### What is required
How do the records below read from their first line through the line containing "ctx.lineWidth = 4;"? Write those lines out exactly.

Collected data
- - - - - - -

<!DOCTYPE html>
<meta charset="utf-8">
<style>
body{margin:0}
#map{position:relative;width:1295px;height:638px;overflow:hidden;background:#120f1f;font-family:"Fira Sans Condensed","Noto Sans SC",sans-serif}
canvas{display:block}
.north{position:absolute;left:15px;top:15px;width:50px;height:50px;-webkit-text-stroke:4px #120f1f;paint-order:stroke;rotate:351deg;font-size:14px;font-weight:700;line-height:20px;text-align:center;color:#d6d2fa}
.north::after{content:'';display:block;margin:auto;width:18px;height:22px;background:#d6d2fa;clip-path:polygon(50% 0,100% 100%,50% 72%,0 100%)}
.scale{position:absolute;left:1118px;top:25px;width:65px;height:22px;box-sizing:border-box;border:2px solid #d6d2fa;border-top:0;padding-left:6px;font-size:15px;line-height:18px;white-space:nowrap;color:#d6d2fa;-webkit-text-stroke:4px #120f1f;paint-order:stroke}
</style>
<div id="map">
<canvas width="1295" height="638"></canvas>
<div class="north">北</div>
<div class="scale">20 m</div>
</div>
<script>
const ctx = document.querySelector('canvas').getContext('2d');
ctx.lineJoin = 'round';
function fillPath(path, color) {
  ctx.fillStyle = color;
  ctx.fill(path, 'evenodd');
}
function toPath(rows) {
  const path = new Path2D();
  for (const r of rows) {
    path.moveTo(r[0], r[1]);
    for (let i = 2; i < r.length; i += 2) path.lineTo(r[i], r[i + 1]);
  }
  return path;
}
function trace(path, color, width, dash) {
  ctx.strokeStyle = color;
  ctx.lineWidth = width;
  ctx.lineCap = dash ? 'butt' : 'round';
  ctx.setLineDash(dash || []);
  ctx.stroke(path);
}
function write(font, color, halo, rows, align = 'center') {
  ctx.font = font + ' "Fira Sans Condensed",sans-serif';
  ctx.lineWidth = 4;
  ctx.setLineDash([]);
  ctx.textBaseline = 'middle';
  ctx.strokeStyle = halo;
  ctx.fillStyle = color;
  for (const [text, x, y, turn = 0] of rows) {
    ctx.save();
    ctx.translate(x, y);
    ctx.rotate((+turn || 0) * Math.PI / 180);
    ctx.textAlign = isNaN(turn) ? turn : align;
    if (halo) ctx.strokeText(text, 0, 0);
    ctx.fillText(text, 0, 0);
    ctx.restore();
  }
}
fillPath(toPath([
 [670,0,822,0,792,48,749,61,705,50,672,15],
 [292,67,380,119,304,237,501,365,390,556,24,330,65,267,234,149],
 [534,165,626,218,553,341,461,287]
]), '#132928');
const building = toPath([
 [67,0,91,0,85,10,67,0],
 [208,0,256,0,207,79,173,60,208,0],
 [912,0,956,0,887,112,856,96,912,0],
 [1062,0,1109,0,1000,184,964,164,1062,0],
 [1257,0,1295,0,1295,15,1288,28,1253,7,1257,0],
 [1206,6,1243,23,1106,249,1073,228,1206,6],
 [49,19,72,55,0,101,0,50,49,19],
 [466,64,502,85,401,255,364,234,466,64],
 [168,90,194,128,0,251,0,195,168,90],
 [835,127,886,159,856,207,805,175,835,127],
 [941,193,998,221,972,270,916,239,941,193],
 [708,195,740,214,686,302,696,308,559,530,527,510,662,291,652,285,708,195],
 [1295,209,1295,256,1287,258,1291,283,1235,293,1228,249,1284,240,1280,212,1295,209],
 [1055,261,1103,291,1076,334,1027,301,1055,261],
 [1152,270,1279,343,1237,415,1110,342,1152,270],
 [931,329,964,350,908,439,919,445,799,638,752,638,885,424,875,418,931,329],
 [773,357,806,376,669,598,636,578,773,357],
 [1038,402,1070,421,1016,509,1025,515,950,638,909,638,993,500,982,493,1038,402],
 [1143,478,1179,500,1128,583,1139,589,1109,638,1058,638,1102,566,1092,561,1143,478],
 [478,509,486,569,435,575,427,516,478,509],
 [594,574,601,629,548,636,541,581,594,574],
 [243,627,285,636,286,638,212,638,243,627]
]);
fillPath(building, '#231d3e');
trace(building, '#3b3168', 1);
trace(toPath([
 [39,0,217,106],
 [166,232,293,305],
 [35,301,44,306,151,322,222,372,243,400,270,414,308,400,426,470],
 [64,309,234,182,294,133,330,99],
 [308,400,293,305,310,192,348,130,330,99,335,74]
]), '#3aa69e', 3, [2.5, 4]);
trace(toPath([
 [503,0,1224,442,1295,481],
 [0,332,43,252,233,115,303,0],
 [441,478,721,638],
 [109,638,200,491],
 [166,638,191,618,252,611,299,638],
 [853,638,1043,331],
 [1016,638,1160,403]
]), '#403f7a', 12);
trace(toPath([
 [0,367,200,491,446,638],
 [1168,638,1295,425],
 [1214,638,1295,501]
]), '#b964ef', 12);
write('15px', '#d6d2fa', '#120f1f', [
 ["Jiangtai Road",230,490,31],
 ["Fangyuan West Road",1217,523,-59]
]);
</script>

- - - - - - -

### Response below
<!DOCTYPE html>
<meta charset="utf-8">
<style>
body{margin:0}
#map{position:relative;width:1295px;height:638px;overflow:hidden;background:#120f1f;font-family:"Fira Sans Condensed","Noto Sans SC",sans-serif}
canvas{display:block}
.north{position:absolute;left:15px;top:15px;width:50px;height:50px;-webkit-text-stroke:4px #120f1f;paint-order:stroke;rotate:351deg;font-size:14px;font-weight:700;line-height:20px;text-align:center;color:#d6d2fa}
.north::after{content:'';display:block;margin:auto;width:18px;height:22px;background:#d6d2fa;clip-path:polygon(50% 0,100% 100%,50% 72%,0 100%)}
.scale{position:absolute;left:1118px;top:25px;width:65px;height:22px;box-sizing:border-box;border:2px solid #d6d2fa;border-top:0;padding-left:6px;font-size:15px;line-height:18px;white-space:nowrap;color:#d6d2fa;-webkit-text-stroke:4px #120f1f;paint-order:stroke}
</style>
<div id="map">
<canvas width="1295" height="638"></canvas>
<div class="north">北</div>
<div class="scale">20 m</div>
</div>
<script>
const ctx = document.querySelector('canvas').getContext('2d');
ctx.lineJoin = 'round';
function fillPath(path, color) {
  ctx.fillStyle = color;
  ctx.fill(path, 'evenodd');
}
function toPath(rows) {
  const path = new Path2D();
  for (const r of rows) {
    path.moveTo(r[0], r[1]);
    for (let i = 2; i < r.length; i += 2) path.lineTo(r[i], r[i + 1]);
  }
  return path;
}
function trace(path, color, width, dash) {
  ctx.strokeStyle = color;
  ctx.lineWidth = width;
  ctx.lineCap = dash ? 'butt' : 'round';
  ctx.setLineDash(dash || []);
  ctx.stroke(path);
}
function write(font, color, halo, rows, align = 'center') {
  ctx.font = font + ' "Fira Sans Condensed",sans-serif';
  ctx.lineWidth = 4;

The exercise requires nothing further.